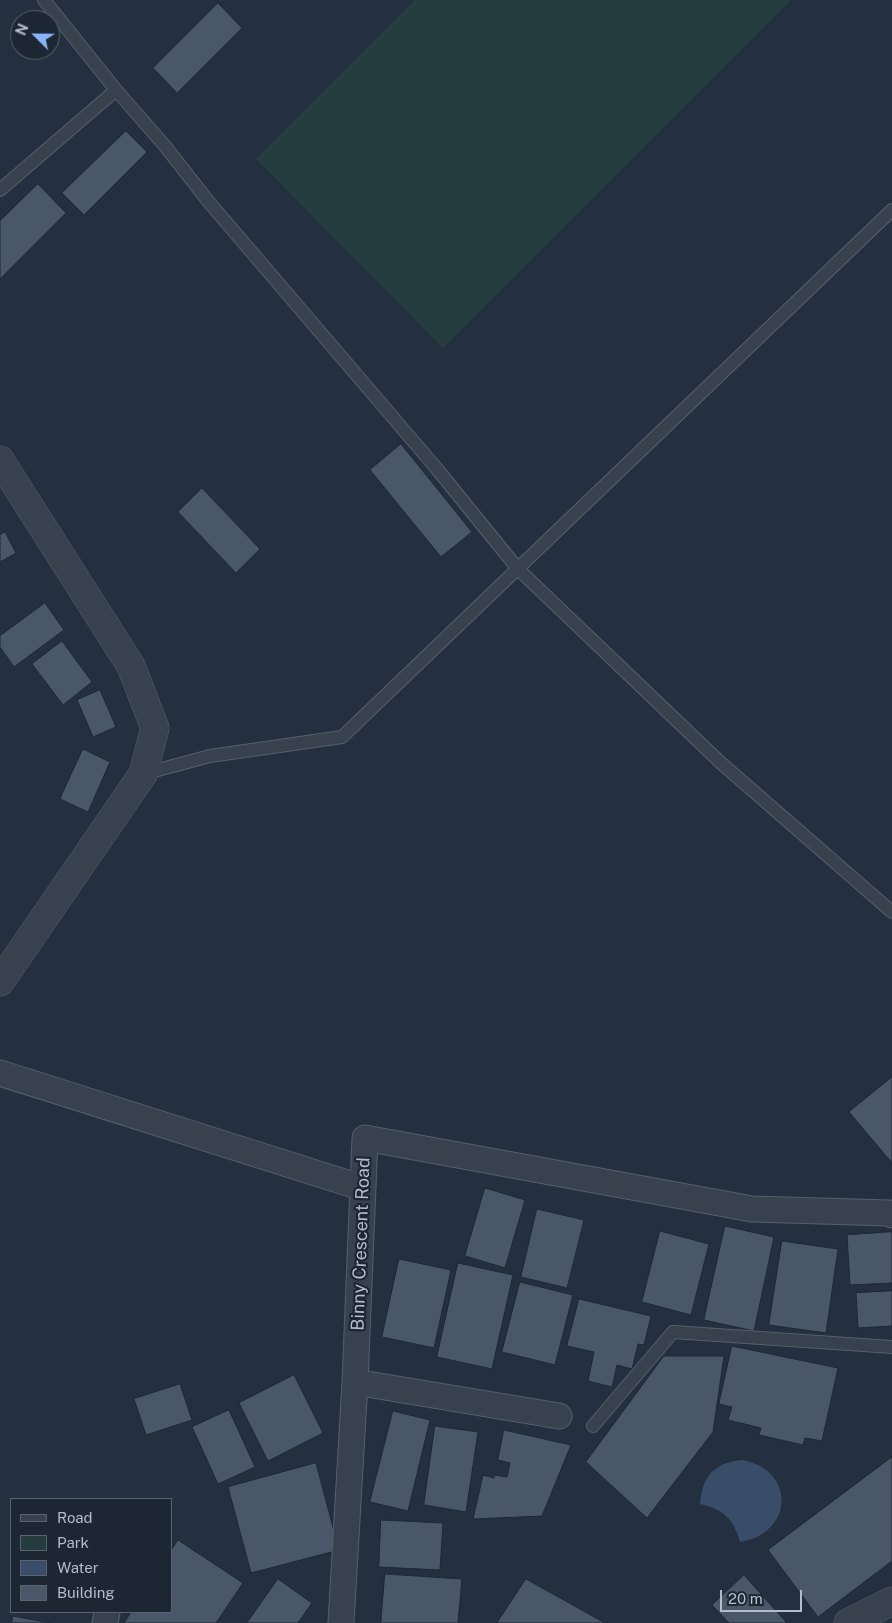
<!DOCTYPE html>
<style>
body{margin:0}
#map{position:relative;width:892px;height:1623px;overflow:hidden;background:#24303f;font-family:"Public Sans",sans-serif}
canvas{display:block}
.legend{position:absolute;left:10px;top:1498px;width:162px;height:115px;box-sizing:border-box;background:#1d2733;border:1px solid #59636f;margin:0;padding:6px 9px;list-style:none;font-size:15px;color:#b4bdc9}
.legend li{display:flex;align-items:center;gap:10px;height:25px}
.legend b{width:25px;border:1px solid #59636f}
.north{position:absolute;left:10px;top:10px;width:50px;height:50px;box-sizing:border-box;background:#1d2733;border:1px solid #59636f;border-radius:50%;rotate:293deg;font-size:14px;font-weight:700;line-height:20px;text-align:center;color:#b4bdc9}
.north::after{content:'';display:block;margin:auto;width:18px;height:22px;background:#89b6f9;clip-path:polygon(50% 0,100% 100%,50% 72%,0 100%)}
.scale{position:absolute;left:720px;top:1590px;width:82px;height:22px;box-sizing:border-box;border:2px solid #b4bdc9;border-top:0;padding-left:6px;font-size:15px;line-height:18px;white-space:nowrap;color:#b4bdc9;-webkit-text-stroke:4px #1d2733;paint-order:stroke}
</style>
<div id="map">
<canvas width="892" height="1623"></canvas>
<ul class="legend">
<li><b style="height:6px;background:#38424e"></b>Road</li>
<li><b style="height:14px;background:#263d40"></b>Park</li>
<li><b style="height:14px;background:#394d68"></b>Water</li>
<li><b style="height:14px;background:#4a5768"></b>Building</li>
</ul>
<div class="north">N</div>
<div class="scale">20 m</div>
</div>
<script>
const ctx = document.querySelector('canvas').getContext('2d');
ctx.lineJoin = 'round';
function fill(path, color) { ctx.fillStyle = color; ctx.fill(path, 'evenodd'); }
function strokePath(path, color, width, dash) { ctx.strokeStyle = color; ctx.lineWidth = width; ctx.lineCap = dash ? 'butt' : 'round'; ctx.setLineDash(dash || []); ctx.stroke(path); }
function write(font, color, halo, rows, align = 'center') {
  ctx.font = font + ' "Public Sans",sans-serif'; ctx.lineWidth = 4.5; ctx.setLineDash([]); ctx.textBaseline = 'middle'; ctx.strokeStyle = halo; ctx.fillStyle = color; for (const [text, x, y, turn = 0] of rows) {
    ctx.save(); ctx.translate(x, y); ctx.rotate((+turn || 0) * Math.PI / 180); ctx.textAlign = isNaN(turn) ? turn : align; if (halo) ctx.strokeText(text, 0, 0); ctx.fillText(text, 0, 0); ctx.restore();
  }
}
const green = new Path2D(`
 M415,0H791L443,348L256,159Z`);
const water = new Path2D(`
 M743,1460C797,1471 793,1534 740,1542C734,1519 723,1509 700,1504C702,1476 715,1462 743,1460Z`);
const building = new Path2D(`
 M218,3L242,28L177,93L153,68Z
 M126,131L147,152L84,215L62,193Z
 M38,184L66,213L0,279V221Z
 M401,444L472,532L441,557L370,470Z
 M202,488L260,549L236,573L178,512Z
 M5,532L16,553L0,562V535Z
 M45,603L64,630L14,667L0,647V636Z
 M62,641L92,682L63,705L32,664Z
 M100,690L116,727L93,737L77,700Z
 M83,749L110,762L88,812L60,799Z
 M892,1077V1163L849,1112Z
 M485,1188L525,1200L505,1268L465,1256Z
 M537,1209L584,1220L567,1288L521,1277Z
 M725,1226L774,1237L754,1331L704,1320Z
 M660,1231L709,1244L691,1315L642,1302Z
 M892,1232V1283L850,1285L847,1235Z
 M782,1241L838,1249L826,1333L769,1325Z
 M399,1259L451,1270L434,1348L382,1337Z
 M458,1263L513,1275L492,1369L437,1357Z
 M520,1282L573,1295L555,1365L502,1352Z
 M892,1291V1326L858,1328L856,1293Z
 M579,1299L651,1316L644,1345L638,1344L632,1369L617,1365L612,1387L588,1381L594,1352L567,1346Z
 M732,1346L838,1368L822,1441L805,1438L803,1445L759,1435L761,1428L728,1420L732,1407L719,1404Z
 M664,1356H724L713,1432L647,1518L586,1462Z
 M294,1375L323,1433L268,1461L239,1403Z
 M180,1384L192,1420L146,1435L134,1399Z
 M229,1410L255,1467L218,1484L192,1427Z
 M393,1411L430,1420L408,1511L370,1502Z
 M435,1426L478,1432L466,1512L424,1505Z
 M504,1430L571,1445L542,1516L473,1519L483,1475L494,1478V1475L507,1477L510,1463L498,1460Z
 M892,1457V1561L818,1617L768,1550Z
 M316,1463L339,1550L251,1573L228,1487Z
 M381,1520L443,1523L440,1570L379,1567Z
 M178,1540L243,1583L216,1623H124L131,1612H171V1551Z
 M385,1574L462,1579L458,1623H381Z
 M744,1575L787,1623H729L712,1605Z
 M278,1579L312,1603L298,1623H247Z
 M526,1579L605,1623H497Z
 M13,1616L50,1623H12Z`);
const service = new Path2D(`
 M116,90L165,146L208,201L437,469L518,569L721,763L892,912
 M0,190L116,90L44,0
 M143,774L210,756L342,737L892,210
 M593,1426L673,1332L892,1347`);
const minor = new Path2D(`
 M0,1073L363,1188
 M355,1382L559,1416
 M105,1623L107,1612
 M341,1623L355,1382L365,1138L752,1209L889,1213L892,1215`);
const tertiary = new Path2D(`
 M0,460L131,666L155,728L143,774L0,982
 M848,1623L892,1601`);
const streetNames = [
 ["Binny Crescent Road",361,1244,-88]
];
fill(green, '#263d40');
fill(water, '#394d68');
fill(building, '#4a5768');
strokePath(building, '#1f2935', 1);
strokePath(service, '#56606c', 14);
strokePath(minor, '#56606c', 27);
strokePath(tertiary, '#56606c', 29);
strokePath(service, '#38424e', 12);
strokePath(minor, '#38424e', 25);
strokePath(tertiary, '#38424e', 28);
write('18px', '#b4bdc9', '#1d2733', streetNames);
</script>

+-------+

**EXERCISE GOAL:**
Write out again, unchanged, every line from the line containing "strokePath(service, '#38424e', 12);" to the final line of the material above.

**RESPONSE:**
strokePath(service, '#38424e', 12);
strokePath(minor, '#38424e', 25);
strokePath(tertiary, '#38424e', 28);
write('18px', '#b4bdc9', '#1d2733', streetNames);
</script>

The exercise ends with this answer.